Karena Bapak, kampung kami kembali punya masa depan…
Ketika Pak Presiden Jokowi mengangkat Menkominfo baru sekaligus wakilnya, yaitu Pak Budi Arie Setiadi dan Pak Nezar Patria, saya termasuk orang yang pesimistis. Apakah diangkatnya beliau berdua mampu menyelesaikan persoalan yang kami hadapi sebagai orang kampung?
Lebih jelasnya begini. Sudah bertahun-tahun, di berbagai desa mungkin hampir seluruh Indonesia, mengalami masa agak suram. Persoalannya adalah makin maraknya judi online yang merambah cepat ke desa-desa.
Sebagai seorang pendidik, saya merasa sangat gemas. Para tetua kampung, tokoh agama, sudah berkali-kali mencoba merapatkan hal ini dan meminta pertemuan dengan pihak aparat desa, aparat keamanan, dan aparat kecamatan. Tapi tak pernah menghasilkan apa-apa.
Perjudian justru makin marak. Kalau dulu hanya mereka yang sudah dewasa yang memainkannya, lambat laun mulai ke anak-anak remaja, bahkan ke kalangan ibu-ibu dan bapak-bapak tua.
Anak-anak SMP dan SMA, pada main judi online. Itu mudah ditemukan di warung-warung kopi atau di pertigaan maupun perempatan jalan. Tanpa punya rasa takut bahwa mereka sedang melakukan perbuatan melanggar hukum.
Tidak lama kemudian, hal yang tragis pun terjadi. Ibu-ibu di pasar, ikut-ikutan bermain judi slot.
Saya bagikan pengalaman itu di berbagai pertemuan dengan para pendidik lain di satu kabupaten, ternyata fenomenanya sama. Saat saya mengikuti sebuah workshop di tingkat nasional, saya pun mendapati kisah yang sama. Di Jawa Tengah, hampir semua daerah marak. Eh ternyata di Jawa Timur juga. Di Jawa Barat juga. Di Kalimantan dan di Sumatera juga. Kalau begitu, saya menduga ini terjadi mungkin di hampir semua wilayah di Indonesia.

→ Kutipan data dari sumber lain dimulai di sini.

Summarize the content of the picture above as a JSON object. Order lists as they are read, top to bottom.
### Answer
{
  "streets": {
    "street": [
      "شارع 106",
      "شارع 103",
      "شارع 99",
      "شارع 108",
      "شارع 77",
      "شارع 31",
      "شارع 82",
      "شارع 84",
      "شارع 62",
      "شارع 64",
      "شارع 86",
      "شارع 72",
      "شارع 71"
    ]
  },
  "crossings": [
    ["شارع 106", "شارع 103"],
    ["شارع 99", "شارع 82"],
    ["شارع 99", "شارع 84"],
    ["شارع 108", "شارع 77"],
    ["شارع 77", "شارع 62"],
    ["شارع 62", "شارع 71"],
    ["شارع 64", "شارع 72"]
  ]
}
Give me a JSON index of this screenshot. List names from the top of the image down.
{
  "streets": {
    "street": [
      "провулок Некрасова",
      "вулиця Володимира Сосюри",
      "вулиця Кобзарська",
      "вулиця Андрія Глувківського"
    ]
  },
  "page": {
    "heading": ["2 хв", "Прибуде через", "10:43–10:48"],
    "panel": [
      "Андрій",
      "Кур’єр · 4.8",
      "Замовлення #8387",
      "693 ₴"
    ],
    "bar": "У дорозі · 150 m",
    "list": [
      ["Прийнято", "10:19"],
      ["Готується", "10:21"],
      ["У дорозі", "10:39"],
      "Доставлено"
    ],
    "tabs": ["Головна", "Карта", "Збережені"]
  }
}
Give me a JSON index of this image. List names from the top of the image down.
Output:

Sebagai pendidik, menurut saya ini punya beberapa lapis dimensi yang dirusak oleh perjudian online.
Pertama, lapis yang paling fundamental yakni mentalitas anak bangsa. Banyak masyarakat berpikir untuk bisa kaya dan mendapatkan uang, cukup dilakukan dengan aktivitas memencet-mencet hape, bermain judi online. Tidak ada istilah “berakit-rakit dahulu, berenang ke tepian”. Tidak ada istilah “No pain, no gain”. Seolah dengan duduk, diam, bermain judi online, mereka akan kaya-raya.
Kemudian lapis kedua adalah hancurnya waktu produktif. Anak-anak remaja, saatnya belajar. Ibu-ibu saatnya ikut pengajian, memasak, atau bekerja. Bapak-bapak saatnya serius mencari nafkah dan menekuni profesi mereka. Tapi waktu produktif itu lenyap karena yang ada di kepala mereka hanya: segera mencari tempat yang ada wifi-nya atau kalau punya paket data, segera bermain judi online.
Sedangkan lapis ketiga adalah menggerus keuangan keluarga. Uang yang mestinya untuk membeli beras, menabung, atau digunakan hal-hal lain yang berfaedah, terbuang percuma. Hilang lenyap ditelan layar monitor hape.
Kami yang punya kesadaran betapa bahayanya judi online tersebut hanya bisa makin bersedih karena aparat penegak hukum pun abai dalam melakukan tindakannya. Bahkan di beberapa desa, sudah ada semacam ‘sindikasi’ dalam circle judi online.
Bukan sesuatu yang susah ditemui, di setiap kecamatan pasti ada puluhan atau bahkan ratusan orang yang menjadi ‘mesin penggerak’ perjudian online. Mereka seperti kebal hukum hanya karena kalau ada acara kampung atau desa, mereka menyumbang banyak uang. Bahkan mungkin juga membungkam dengan memberi setoran kepada aparat penegak hukum. Saya kira itu tidak usah ditutup-tutupi. Borok itu jelas mudah dicium baunya dan dilihat lukanya kalau para pejabat dan politikus mau datang ke kampung-kampung dan mendengarkan serta memperhatikan apa yang terjadi.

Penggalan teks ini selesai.